**Task instructions**: Every record below must be returned word for word, with the pictures left out.
---------- Material for this task
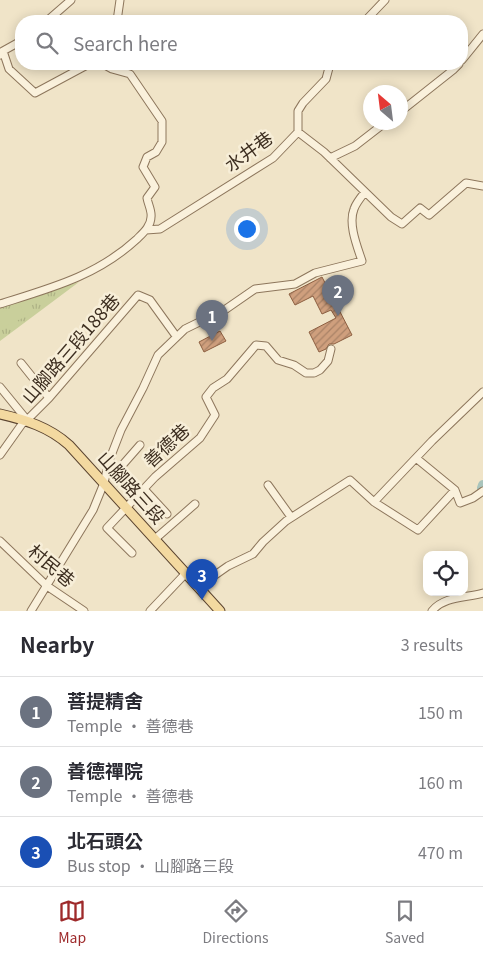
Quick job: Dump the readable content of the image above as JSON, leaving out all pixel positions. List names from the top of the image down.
{
  "streets": {
    "main road": ["山腳路三段"],
    "street": [
      "水井巷",
      "山腳路三段188巷",
      "善德巷",
      "村民巷"
    ]
  },
  "crossings": [
    ["山腳路三段188巷", "山腳路三段"],
    ["善德巷", "山腳路三段"]
  ],
  "north": "top left",
  "page": {
    "search": "Search here",
    "pins": ["2", "1", "3"],
    "heading": ["Nearby", "3 results"],
    "list": [
      {
        "mark": "1",
        "name": "菩提精舍",
        "note": "Temple · 善德巷",
        "value": "150 m"
      },
      {
        "mark": "2",
        "name": "善德禪院",
        "note": "Temple · 善德巷",
        "value": "160 m"
      },
      {
        "mark": "3",
        "name": "北石頭公",
        "note": "Bus stop · 山腳路三段",
        "value": "470 m"
      }
    ],
    "nav": ["Map", "Directions", "Saved"]
  }
}
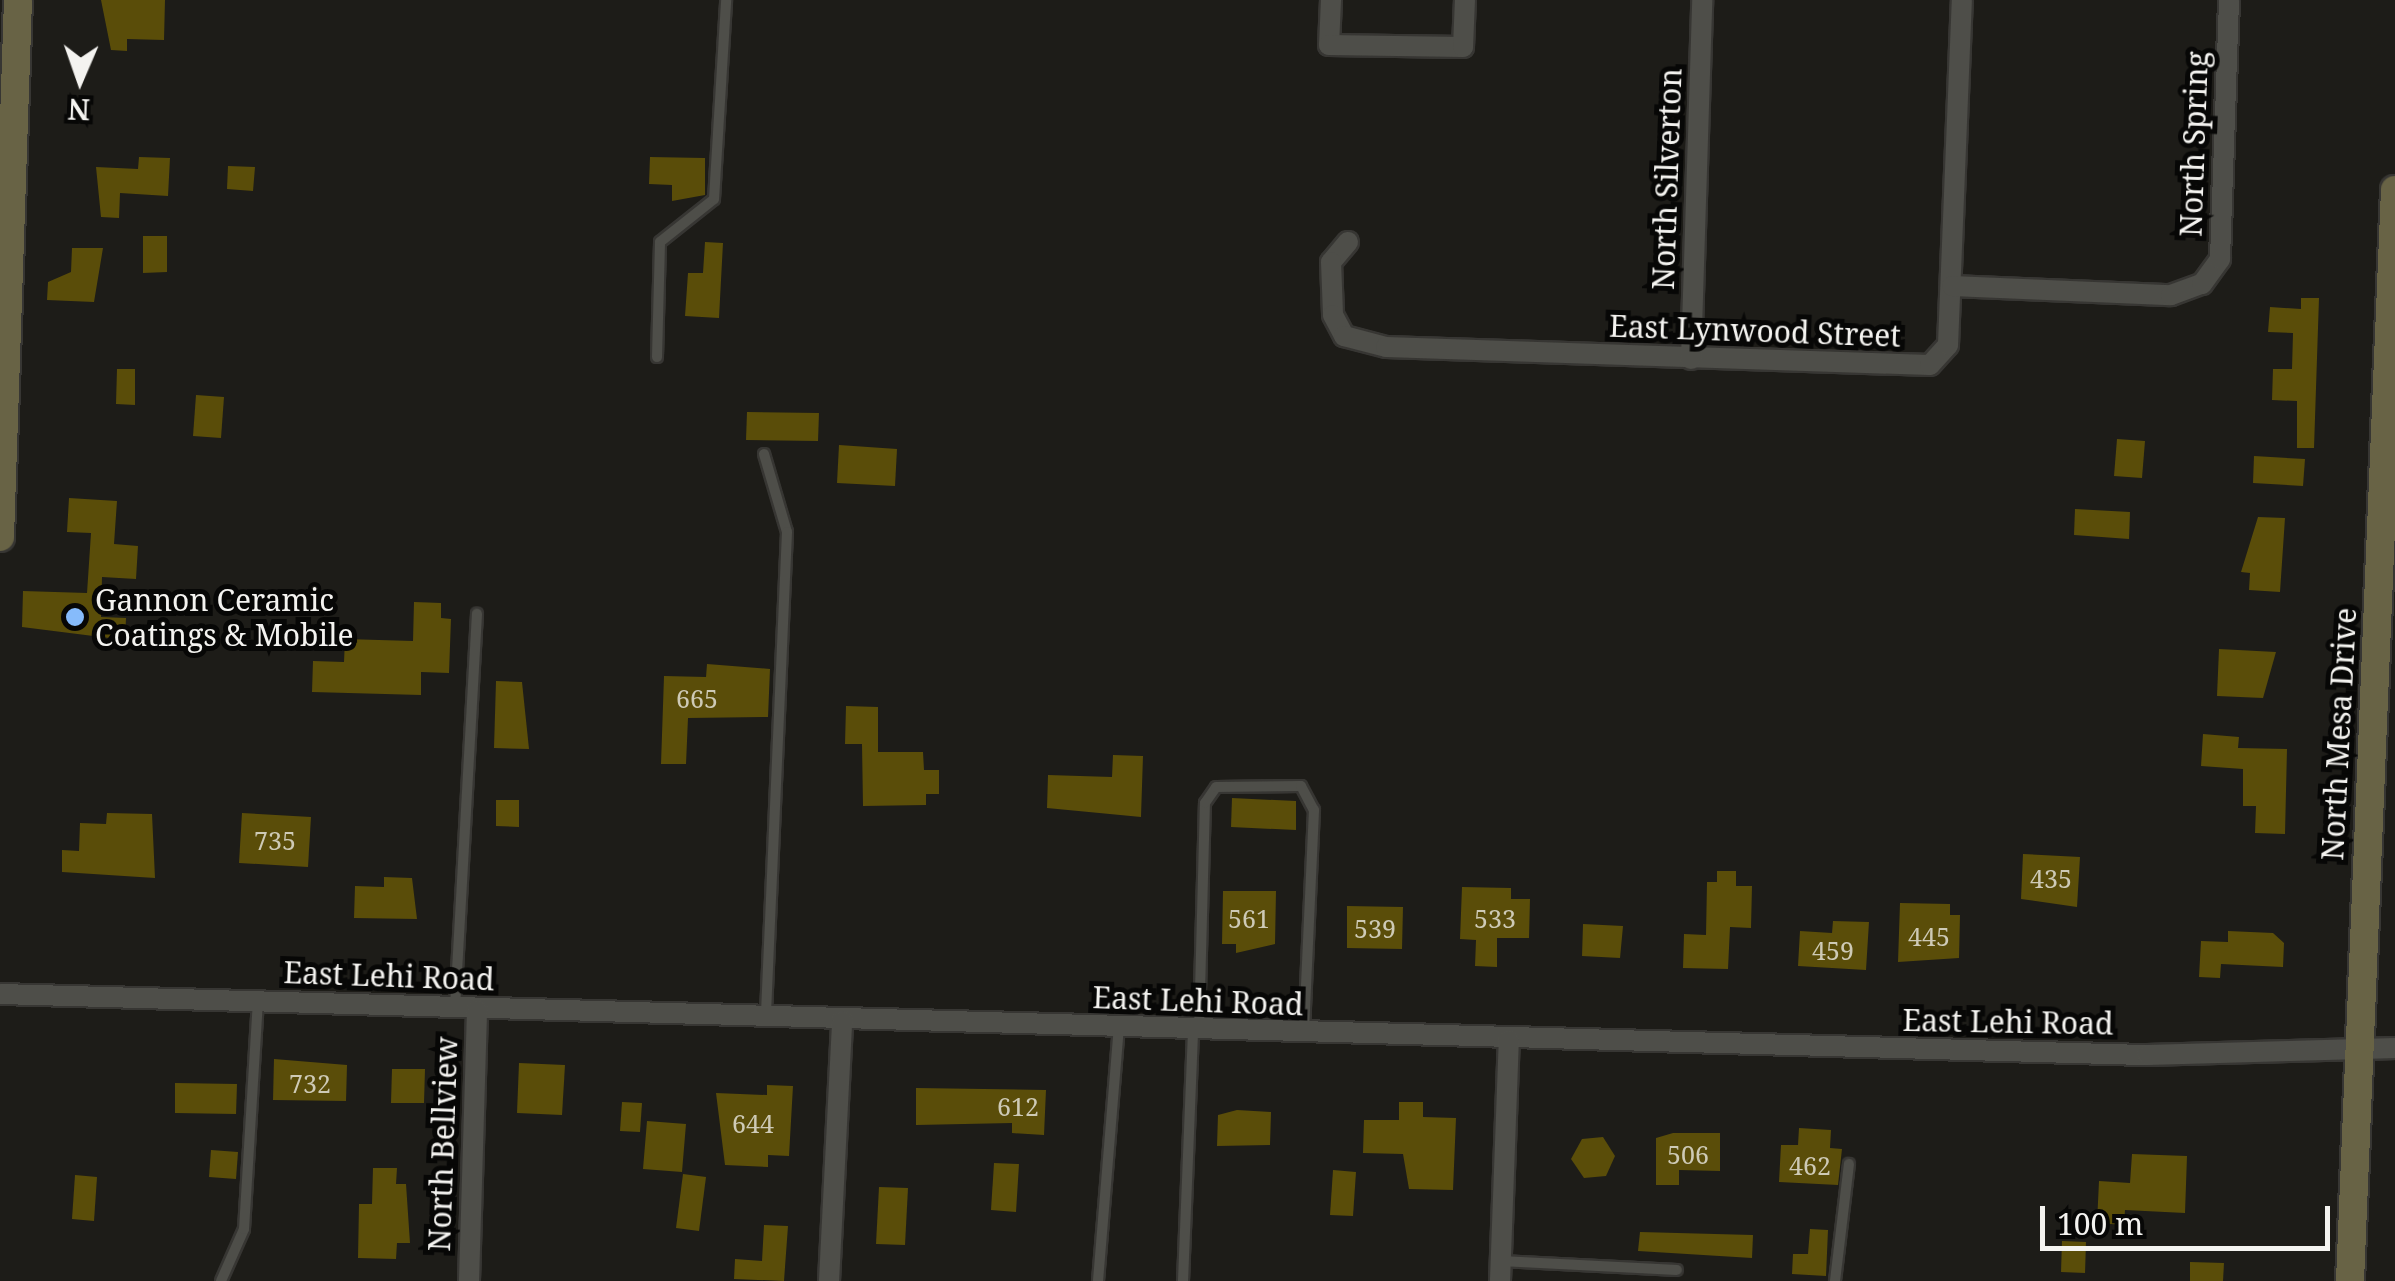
--------------------
**Solved exercise**:
Quick job: Dump the readable content of the image above as JSON, leaving out all pixel positions. List names from the top of the image down.
{
  "streets": {
    "main road": ["山腳路三段"],
    "street": [
      "水井巷",
      "山腳路三段188巷",
      "善德巷",
      "村民巷"
    ]
  },
  "crossings": [
    ["山腳路三段188巷", "山腳路三段"],
    ["善德巷", "山腳路三段"]
  ],
  "north": "top left",
  "page": {
    "search": "Search here",
    "pins": ["2", "1", "3"],
    "heading": ["Nearby", "3 results"],
    "list": [
      {
        "mark": "1",
        "name": "菩提精舍",
        "note": "Temple · 善德巷",
        "value": "150 m"
      },
      {
        "mark": "2",
        "name": "善德禪院",
        "note": "Temple · 善德巷",
        "value": "160 m"
      },
      {
        "mark": "3",
        "name": "北石頭公",
        "note": "Bus stop · 山腳路三段",
        "value": "470 m"
      }
    ],
    "nav": ["Map", "Directions", "Saved"]
  }
}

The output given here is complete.